El vaso que sostenía Absalón cayó de sus manos. Melkart hablaba con el don de la profecía. Lo supo entonces y lo comprobó cuando las murallas de Tiro fueron vencidas.

―Todavía no me has respondido, ¿pagarás un talento de plata?

Absalón se cubrió el rostro con las manos manchadas de vino. Iba a responder que le sería imposible abjurar de su fe, pero afirmó:

―No consentiré que ningún hombre la tome. Mañana pelearé con cualquiera que se acerque a ella en el patio del templo. Seré yo quien le pague ese talento de plata, la cubriré de monedas y luego, sin esperar a que las recoja del suelo, llevaré a tu hija hasta el sanctasanctórum y, tras los velos sagrados, bajo la mirada de la diosa, la haré mía sobre el ara del templo. Astarté será honrada: prometo que consumaré el acto como si fuese mi esposa en la noche de bodas. Mañana volverá a casa con la cabeza bien alta y las mejillas encarnadas.

Cumplió su promesa.

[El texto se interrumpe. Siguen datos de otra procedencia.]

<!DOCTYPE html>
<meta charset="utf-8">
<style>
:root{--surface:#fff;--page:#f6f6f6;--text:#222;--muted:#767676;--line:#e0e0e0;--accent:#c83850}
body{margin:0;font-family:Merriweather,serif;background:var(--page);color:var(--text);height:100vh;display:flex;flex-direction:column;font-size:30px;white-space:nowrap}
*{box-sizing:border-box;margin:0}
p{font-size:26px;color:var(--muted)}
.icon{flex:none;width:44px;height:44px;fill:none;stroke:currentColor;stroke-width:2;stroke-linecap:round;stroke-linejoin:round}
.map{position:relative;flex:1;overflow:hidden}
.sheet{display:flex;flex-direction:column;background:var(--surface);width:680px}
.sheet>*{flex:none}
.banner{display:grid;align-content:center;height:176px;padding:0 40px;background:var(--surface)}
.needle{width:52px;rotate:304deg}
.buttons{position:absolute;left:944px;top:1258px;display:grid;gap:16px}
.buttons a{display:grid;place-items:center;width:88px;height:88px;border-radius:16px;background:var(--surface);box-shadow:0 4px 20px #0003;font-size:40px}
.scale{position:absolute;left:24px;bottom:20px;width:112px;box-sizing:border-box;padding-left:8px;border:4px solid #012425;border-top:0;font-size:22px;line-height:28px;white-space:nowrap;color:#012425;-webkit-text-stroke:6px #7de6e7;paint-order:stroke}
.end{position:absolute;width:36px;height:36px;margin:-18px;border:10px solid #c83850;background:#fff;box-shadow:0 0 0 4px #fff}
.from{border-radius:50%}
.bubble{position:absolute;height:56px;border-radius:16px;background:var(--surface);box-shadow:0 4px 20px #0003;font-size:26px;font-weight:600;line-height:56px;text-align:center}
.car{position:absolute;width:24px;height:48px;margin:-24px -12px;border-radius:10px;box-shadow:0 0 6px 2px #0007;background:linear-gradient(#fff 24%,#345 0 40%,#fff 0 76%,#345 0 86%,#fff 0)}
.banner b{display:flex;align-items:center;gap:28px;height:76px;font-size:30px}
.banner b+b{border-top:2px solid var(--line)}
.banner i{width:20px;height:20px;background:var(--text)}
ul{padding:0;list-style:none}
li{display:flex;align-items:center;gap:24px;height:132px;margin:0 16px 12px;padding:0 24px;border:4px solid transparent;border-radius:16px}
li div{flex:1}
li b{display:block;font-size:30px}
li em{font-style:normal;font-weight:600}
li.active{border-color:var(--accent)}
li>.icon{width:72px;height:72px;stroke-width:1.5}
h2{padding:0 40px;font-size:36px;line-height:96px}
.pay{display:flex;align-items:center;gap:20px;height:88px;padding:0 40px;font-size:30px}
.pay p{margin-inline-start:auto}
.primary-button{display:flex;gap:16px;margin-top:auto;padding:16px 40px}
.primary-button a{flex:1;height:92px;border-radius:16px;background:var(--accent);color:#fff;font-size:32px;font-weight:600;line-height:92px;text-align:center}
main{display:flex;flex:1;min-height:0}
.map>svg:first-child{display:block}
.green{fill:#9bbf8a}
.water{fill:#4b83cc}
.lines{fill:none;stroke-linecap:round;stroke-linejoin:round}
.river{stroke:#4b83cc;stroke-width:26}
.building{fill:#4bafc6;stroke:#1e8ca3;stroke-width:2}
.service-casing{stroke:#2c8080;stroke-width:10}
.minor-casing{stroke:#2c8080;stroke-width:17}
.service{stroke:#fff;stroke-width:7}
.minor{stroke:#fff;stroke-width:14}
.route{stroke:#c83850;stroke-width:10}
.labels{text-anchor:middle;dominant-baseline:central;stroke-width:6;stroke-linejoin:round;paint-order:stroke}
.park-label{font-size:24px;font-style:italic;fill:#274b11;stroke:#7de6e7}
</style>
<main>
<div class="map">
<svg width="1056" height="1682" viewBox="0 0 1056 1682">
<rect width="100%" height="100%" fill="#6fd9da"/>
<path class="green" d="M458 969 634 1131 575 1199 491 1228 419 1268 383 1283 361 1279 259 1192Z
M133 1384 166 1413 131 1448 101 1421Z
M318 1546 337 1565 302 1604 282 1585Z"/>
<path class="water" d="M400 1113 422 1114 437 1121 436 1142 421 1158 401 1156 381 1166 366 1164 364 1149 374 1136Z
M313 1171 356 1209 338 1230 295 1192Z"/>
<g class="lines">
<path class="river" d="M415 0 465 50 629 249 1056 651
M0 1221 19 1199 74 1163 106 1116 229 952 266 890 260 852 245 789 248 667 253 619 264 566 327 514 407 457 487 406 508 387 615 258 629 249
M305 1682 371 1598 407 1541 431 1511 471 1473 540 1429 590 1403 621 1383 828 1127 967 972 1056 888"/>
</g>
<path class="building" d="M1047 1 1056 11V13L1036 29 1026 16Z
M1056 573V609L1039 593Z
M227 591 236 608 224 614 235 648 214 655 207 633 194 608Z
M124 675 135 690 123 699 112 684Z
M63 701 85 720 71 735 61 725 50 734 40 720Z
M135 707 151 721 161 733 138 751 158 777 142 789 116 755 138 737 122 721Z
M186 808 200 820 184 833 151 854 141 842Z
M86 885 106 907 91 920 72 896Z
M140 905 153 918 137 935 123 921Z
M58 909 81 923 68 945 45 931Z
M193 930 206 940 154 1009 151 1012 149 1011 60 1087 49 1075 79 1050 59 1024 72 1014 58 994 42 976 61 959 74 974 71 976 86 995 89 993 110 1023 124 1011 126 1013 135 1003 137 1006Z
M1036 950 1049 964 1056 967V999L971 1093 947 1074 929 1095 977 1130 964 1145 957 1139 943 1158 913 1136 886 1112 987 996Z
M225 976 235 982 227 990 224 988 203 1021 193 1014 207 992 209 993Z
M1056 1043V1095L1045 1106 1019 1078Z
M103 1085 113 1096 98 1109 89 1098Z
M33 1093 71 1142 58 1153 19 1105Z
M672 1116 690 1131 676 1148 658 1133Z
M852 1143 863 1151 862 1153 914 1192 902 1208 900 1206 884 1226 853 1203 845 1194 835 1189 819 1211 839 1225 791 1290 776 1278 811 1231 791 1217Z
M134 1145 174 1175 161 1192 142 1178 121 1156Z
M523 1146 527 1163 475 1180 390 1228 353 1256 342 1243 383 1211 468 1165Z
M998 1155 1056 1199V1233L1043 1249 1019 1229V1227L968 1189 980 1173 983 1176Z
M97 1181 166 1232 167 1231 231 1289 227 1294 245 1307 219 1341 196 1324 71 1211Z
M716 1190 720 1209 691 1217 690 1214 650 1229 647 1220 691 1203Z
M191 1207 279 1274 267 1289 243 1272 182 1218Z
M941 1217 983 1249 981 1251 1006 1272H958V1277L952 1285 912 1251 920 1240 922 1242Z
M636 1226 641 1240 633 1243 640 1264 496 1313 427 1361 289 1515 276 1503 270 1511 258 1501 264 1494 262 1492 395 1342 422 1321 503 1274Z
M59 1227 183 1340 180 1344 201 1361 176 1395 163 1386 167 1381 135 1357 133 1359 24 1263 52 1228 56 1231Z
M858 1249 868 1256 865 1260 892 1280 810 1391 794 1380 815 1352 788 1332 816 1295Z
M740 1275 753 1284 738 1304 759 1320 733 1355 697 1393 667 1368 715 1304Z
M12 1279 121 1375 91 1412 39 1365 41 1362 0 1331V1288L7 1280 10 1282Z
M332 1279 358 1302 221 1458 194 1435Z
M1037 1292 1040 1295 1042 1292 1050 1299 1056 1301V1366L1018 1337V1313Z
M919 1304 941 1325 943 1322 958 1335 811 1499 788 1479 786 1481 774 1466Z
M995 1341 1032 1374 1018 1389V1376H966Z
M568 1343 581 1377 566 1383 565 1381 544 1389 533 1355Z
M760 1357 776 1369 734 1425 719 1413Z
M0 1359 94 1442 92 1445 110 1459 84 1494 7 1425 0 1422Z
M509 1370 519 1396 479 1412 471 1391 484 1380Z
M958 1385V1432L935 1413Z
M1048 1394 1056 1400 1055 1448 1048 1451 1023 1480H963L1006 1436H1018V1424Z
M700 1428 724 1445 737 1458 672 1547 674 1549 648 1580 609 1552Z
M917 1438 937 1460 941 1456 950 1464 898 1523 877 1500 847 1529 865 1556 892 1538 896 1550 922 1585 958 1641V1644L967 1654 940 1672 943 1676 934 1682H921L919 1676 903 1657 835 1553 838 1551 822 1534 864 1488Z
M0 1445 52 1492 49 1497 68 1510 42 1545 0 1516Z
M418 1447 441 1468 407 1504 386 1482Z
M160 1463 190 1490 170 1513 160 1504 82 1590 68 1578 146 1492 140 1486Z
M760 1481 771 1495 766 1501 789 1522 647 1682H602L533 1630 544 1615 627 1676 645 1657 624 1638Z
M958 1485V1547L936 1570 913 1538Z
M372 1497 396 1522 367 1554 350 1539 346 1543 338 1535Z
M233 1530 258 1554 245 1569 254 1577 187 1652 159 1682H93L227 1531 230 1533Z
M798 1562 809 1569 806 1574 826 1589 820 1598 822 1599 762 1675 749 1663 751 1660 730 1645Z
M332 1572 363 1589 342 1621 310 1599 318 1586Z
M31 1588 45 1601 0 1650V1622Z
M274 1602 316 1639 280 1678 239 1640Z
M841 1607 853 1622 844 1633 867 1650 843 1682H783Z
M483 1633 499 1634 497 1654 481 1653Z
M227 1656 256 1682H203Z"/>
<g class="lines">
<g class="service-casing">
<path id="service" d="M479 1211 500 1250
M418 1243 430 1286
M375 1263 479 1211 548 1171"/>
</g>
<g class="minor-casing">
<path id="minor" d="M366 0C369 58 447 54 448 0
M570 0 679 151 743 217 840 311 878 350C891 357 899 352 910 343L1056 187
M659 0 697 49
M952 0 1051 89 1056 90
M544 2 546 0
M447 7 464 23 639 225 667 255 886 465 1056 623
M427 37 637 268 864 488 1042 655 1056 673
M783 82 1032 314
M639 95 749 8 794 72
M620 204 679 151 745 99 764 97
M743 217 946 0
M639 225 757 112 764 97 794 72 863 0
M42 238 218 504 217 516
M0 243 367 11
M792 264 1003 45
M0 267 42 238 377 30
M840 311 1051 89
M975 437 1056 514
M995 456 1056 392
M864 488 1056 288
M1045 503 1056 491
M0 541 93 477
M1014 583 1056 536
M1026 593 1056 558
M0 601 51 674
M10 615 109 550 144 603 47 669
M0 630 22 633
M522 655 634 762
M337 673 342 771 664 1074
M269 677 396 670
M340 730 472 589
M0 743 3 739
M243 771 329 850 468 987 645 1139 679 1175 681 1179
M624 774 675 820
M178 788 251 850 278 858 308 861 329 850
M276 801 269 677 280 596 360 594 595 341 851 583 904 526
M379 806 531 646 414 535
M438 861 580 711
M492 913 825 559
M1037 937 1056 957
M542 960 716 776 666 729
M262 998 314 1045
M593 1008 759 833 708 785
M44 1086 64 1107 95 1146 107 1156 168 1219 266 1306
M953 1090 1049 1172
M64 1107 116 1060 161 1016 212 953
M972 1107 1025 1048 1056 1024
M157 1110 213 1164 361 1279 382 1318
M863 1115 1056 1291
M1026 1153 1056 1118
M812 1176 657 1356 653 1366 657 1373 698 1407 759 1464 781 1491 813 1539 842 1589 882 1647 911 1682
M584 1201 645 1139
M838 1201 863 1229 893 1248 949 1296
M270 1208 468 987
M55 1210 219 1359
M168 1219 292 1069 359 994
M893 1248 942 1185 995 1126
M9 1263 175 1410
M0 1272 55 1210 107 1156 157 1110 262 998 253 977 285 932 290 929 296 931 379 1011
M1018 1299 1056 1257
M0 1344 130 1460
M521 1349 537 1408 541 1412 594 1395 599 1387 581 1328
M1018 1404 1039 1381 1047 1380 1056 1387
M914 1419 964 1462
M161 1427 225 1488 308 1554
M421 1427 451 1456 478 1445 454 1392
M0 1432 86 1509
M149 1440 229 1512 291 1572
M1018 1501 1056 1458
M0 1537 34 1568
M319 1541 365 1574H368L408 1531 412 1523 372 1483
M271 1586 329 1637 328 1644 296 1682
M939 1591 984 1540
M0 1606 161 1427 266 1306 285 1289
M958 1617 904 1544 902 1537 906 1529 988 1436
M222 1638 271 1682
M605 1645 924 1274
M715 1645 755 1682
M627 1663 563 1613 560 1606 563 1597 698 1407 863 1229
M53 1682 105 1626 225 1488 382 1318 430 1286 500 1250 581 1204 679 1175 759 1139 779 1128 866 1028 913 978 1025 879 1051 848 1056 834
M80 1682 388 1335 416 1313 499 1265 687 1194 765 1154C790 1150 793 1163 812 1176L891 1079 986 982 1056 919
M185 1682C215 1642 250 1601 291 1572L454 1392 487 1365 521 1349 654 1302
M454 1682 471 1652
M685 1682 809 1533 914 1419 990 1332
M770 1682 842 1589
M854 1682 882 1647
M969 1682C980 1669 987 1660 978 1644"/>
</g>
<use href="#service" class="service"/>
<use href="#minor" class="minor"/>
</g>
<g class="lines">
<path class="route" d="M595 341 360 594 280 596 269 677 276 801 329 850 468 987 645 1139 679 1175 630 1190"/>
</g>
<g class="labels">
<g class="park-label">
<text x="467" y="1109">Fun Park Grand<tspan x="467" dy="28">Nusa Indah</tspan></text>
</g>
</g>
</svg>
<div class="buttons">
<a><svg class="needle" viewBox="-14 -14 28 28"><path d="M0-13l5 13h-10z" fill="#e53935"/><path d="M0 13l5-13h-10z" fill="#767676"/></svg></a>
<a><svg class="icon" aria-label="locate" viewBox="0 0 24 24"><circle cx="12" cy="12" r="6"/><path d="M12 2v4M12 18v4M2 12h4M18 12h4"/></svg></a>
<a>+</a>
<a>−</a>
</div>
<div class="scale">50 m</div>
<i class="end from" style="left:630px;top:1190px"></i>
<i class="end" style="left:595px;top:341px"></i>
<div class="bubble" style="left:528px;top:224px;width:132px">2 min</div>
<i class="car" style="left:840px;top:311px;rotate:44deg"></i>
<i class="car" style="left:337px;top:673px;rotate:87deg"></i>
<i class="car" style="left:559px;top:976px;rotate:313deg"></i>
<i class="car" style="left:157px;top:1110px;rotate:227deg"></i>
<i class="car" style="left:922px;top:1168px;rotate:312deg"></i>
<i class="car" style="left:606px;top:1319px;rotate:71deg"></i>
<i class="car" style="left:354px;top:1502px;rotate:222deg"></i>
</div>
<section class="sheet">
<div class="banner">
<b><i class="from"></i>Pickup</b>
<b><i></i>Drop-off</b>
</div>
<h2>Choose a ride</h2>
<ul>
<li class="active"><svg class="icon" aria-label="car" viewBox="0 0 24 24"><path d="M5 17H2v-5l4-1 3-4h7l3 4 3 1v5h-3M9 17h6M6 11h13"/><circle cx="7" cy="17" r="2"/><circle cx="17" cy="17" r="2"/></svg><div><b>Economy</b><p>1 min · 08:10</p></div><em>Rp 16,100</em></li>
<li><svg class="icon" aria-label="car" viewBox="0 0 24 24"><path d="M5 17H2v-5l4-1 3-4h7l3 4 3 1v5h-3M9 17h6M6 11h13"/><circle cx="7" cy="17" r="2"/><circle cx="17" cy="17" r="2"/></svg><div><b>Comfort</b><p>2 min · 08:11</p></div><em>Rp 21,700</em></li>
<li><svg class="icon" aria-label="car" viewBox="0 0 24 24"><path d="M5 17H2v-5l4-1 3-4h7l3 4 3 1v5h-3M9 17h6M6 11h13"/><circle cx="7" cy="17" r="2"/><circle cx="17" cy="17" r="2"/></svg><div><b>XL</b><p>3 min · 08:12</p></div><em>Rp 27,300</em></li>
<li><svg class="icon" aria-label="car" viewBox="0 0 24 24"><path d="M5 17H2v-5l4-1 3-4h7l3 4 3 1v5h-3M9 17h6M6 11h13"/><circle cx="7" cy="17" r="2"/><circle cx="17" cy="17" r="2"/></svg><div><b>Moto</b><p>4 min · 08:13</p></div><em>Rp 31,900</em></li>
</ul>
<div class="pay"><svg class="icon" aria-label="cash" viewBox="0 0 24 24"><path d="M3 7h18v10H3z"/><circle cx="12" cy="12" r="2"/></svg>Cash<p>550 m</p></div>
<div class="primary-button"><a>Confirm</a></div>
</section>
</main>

Vestido como un griego, con andares de comerciante fenicio, el pelo corto como un macedonio y hablando en arameo, acudió al atrio del templo donde se exponían las hieródulas. Dido no dijo nada, sólo le miró y le sonrió de forma enigmática.

Cuando cayeron las murallas de Tiro, cuando Alejandro permitió a sus hombres el saqueo y la venta de los habitantes de la ciudad como esclavos, comenzó a odiar al rey macedonio.

Alejandro no pudo encontrar ni a una sola mujer, niño o anciano: todos habían huido en varios trirremes burlando el bloqueo. Su destino: Cartago. Dido se hallaba entre ellos, embarazada de un mes, Absalón había yacido con ella según su promesa y sin derramar en el suelo la semilla de su raza, tal y como le obligaban los mandatos de su Ley hebrea. Dido concibió un hijo ese mismo día.

El vientre de Dido era la prueba de que Astarté había sido complacida; la condición de circuncidado de Absalón no le había enojado, al contrario, el judío había honrado los ritos del amor como el mejor de los hombres. La muchacha gimió de placer entre sus brazos; el templo escuchó en silencio cómo la muchacha se reencarnaba en diosa sobre el ara, oculta por una cortina, bajo la atenta mirada de la estatua. Una hierogamia pagada con un talento de plata no se veía todos los días.

Melkart murió crucificado frente a la ciudad y Absalón fue vendido como esclavo.

Como él pensaba, la familia de Absalón logró comprarle en una subasta de esclavos y se lo llevó de vuelta a Jerusalén. Y allí comenzó el largo periplo que le llevó a Cartago a buscar a Dido. El judío se trasformó en un arameo errante, sin dios, sin amor, sin hijos.

Un oficial macedonio llegó corriendo desde el espigón del puerto, le dio un manotazo al muchacho que anunciaba la muerte de Alejandro, el chico calló y el soldado disolvió a los mirones. Era inútil, se dijo Absalón, toda Alejandría ya hablaba del asunto.

¿Quién pagaría ahora a los constructores?, murmuraban los capataces. Absalón montó en su mula y volvió por donde había venido. La muerte de Alejandro en Babilonia no le satisfizo, sólo matarle con sus manos le hubiese producido alguna redención.